You may also use a separate value to identify each row uniquely. Use:

rowData = new SortedTableModelRow( Object[] data , Object uniqueIDValue );

The uniqueIDValue value uniquely identifies the row.

If your data consists of a unique row label (String) as the first column, and an array of double values, you may use a FrequencyAnalysisDataRow object, which is a specialized version of a SortedTableModelRow. You create a FrequencyAnalysisDataRow as follows:

rowData = new FrequencyAnalysisDataRow( String rowLabel , double[] data );

where rowLabel is a string identifying the row of data and data is an array of double precision floating point numbers. Collect all of the FrequencyAnalysisDataRow objects in a standard Java ArrayList. The following example creates three rows of data and adds them to an ArrayList.

        //  Create an ArrayList to hold the data rows.

dataList    = new ArrayList();

        //  Create three rows of data and add them
        //  to the data list.  We will add a number
        //  and its square as two data values.


data        = new double[ 2 ];

        //  First data row ...

data[ 0 ]   = 2;
data[ 1 ]   = data[ 0 ] * data[ 0 ];

dataList.add( new FrequencyAnalysisDataRow( "One" , data ) );

        //  Second data row ...

data[ 0 ]   = 5;
data[ 1 ]   = data[ 0 ] * data[ 0 ];

dataList.add( new FrequencyAnalysisDataRow( "Two" , data ) );

        //  Third data row ...

data[ 0 ]   = 10;
data[ 1 ]   = data[ 0 ] * data[ 0 ];

dataList.add( new FrequencyAnalysisDataRow( "Three" , data ) );

We can now create a table to display these three rows of data using the createTable method. The resulting table is an extended version of a standard Java Swing JTable called an XTable. Please see the javadoc for XTable for more details.

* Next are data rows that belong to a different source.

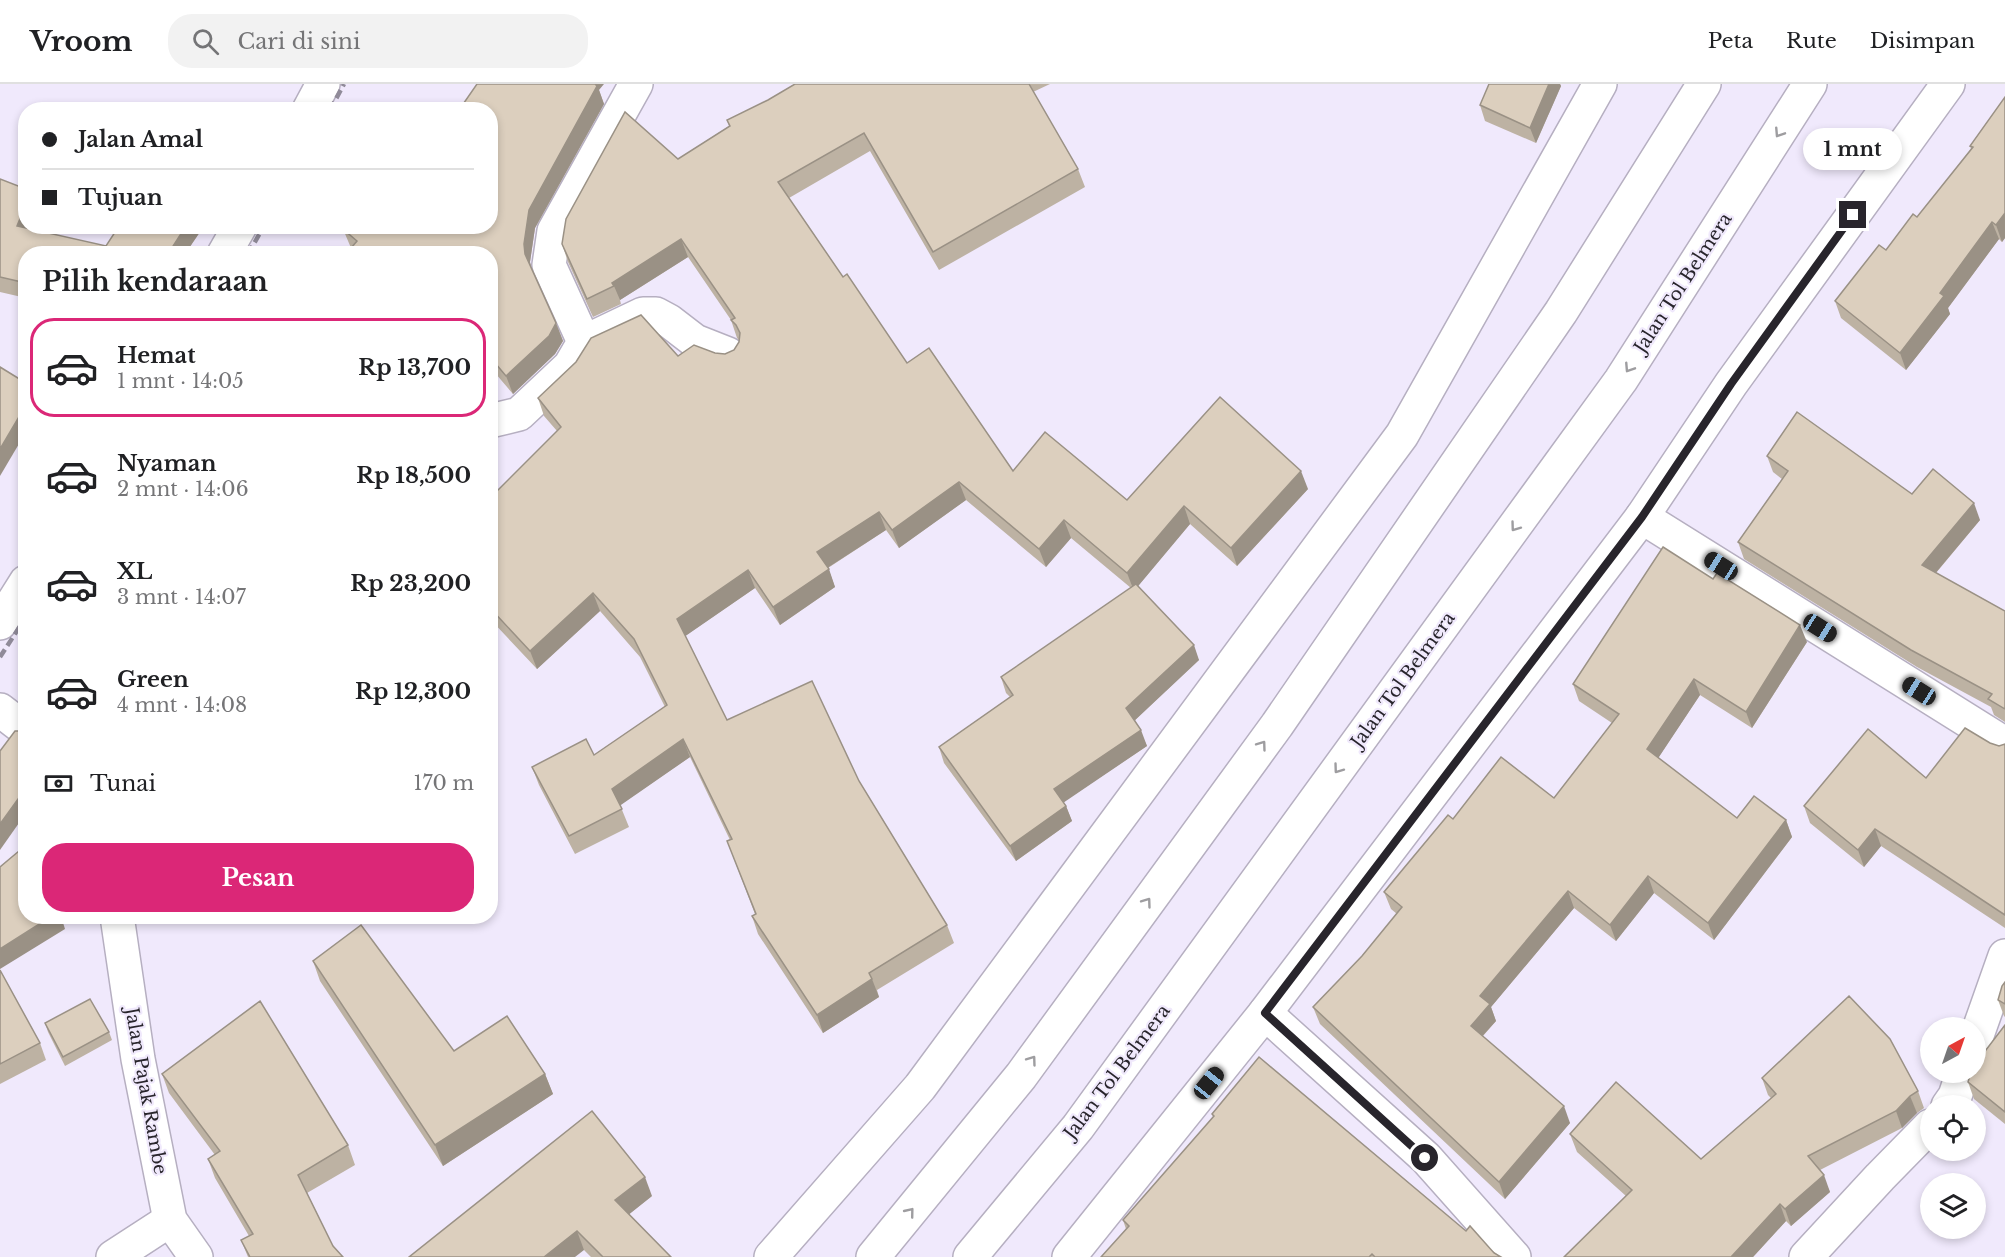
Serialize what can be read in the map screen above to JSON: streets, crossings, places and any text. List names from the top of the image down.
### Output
{
  "streets": {
    "main road": ["Jalan Tol Belmera", "Jalan Pajak Rambe"]
  },
  "north": "top right",
  "page": {
    "header": "Vroom",
    "search": "Cari di sini",
    "nav": ["Peta", "Rute", "Disimpan"],
    "banner": ["Jalan Amal", "Tujuan"],
    "bubble": "1 mnt",
    "heading": "Pilih kendaraan",
    "list": [
      {
        "name": "Hemat",
        "note": "1 mnt · 14:05",
        "value": "Rp 13,700"
      },
      {
        "name": "Nyaman",
        "note": "2 mnt · 14:06",
        "value": "Rp 18,500"
      },
      {
        "name": "XL",
        "note": "3 mnt · 14:07",
        "value": "Rp 23,200"
      },
      {
        "name": "Green",
        "note": "4 mnt · 14:08",
        "value": "Rp 12,300"
      }
    ],
    "pay": ["Tunai", "170 m"],
    "buttons": "Pesan"
  }
}
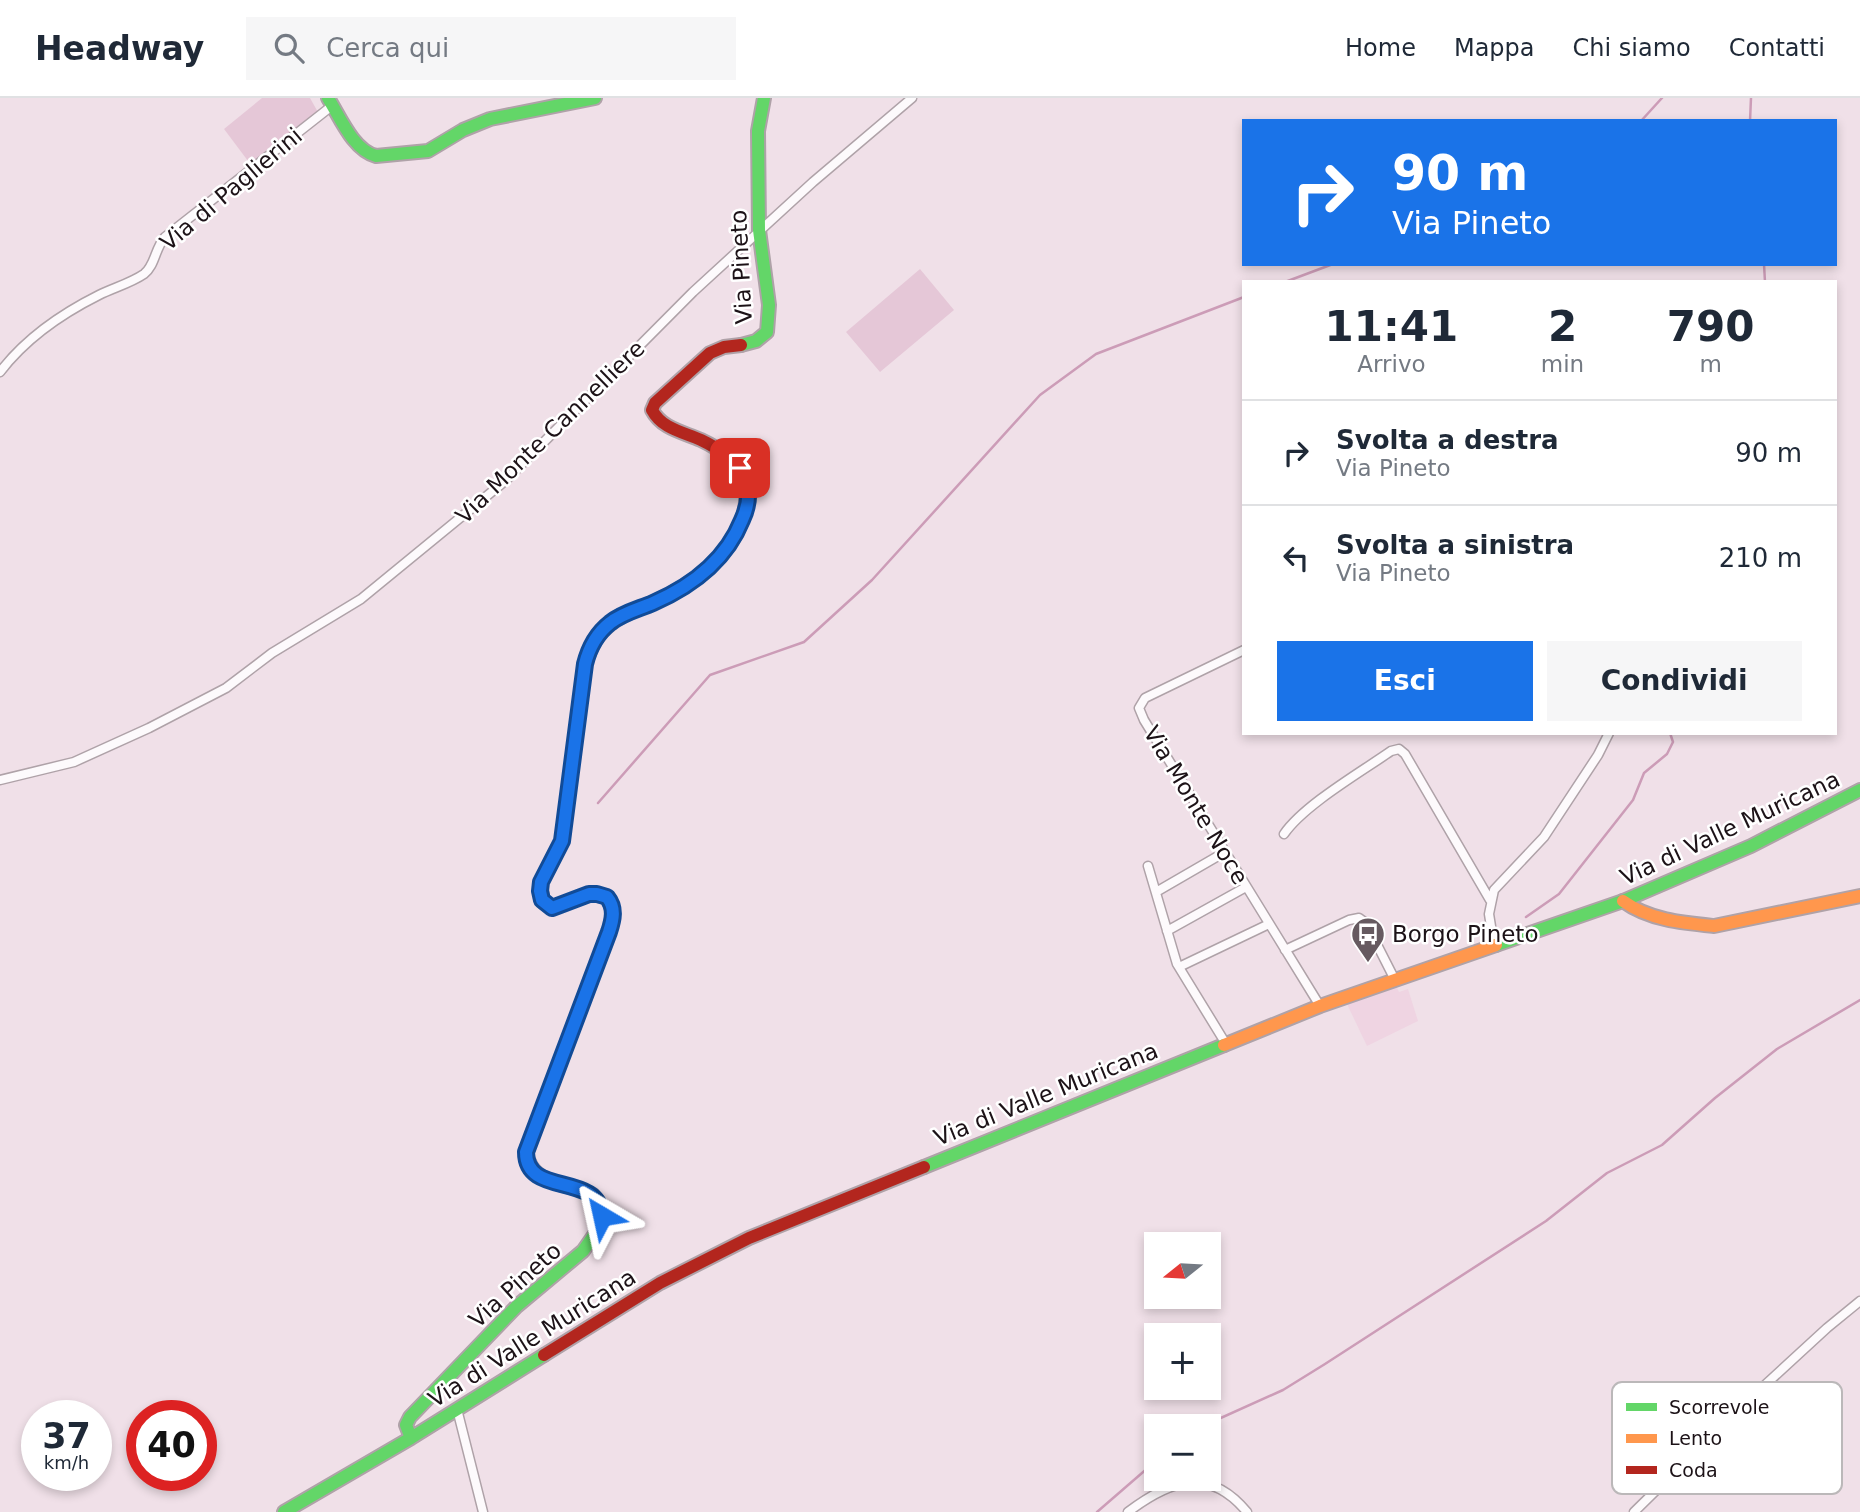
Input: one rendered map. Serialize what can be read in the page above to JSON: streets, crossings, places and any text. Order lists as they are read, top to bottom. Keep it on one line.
{"streets":{"street":["Via di Paglierini","Via Pineto","Via Monte Cannelliere","Via Monte Noce","Via di Valle Muricana"]},"crossings":[["Via Pineto","Via Monte Cannelliere"],["Via Pineto","Via di Valle Muricana"],["Via Monte Noce","Via di Valle Muricana"]],"places":{"bus stop":["Borgo Pineto"]},"legend":["Scorrevole","Lento","Coda"],"north":"left","page":{"header":"Headway","search":"Cerca qui","nav":["Home","Mappa","Chi siamo","Contatti"],"turn":["90 m","Via Pineto"],"eta":["11:41","Arrivo","2","min","790","m"],"list":[{"name":"Svolta a destra","note":"Via Pineto","value":"90 m"},{"name":"Svolta a sinistra","note":"Via Pineto","value":"210 m"}],"buttons":["Esci","Condividi"],"map_buttons":["+","−"],"speed":"37 km/h","limit":"40"}}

                                //  Create output table.
table =
    createTable
    (
                                //  Title for table.
                                //  Used for printing purposes.
        "My table" ,
                                //  Table column titles.
        new String[]
        {
            "Label" ,
            "x" ,
            "x squared"
        } ,
                                //  Column formats are given as
                                //  "printf"-like specifications.
                                //
                                //  "%s" formats a string as is.
                                //
                                //  %26.0f formats a floating point
                                //  number in a field 26 characters wide
                                //  with no decimal places.
                                //
                                //  The "'" before the 26 says we want
                                //  the numbers displayed with a
                                //  thousands grouping character
                                //  (in the U.S., this is a comma).
        new String[]
        {
            "%s" ,
            "%'26.0f" ,
            "%'26.0f"
        } ,
                                //  ArrayList containing results
                                //  we created above.
        dataList ,
                                //  Sort results by this column.
                                //  Column indices start at 0.
                                //  Column 0 is the row labels column.
                                //  Column 1 is the "x" values.
                                //  Column 2 is the "x squared" values.
                                //  We sort by the value of "x".
                                //  To leave the columns unsorted,
                                //  set to -1.
        1 ,
                                //  Sort in ascending order.  Set to
                                //  false to sort in descending order.
        true
    );

                                //  Create a new WordHoard window
                                //  to display the table.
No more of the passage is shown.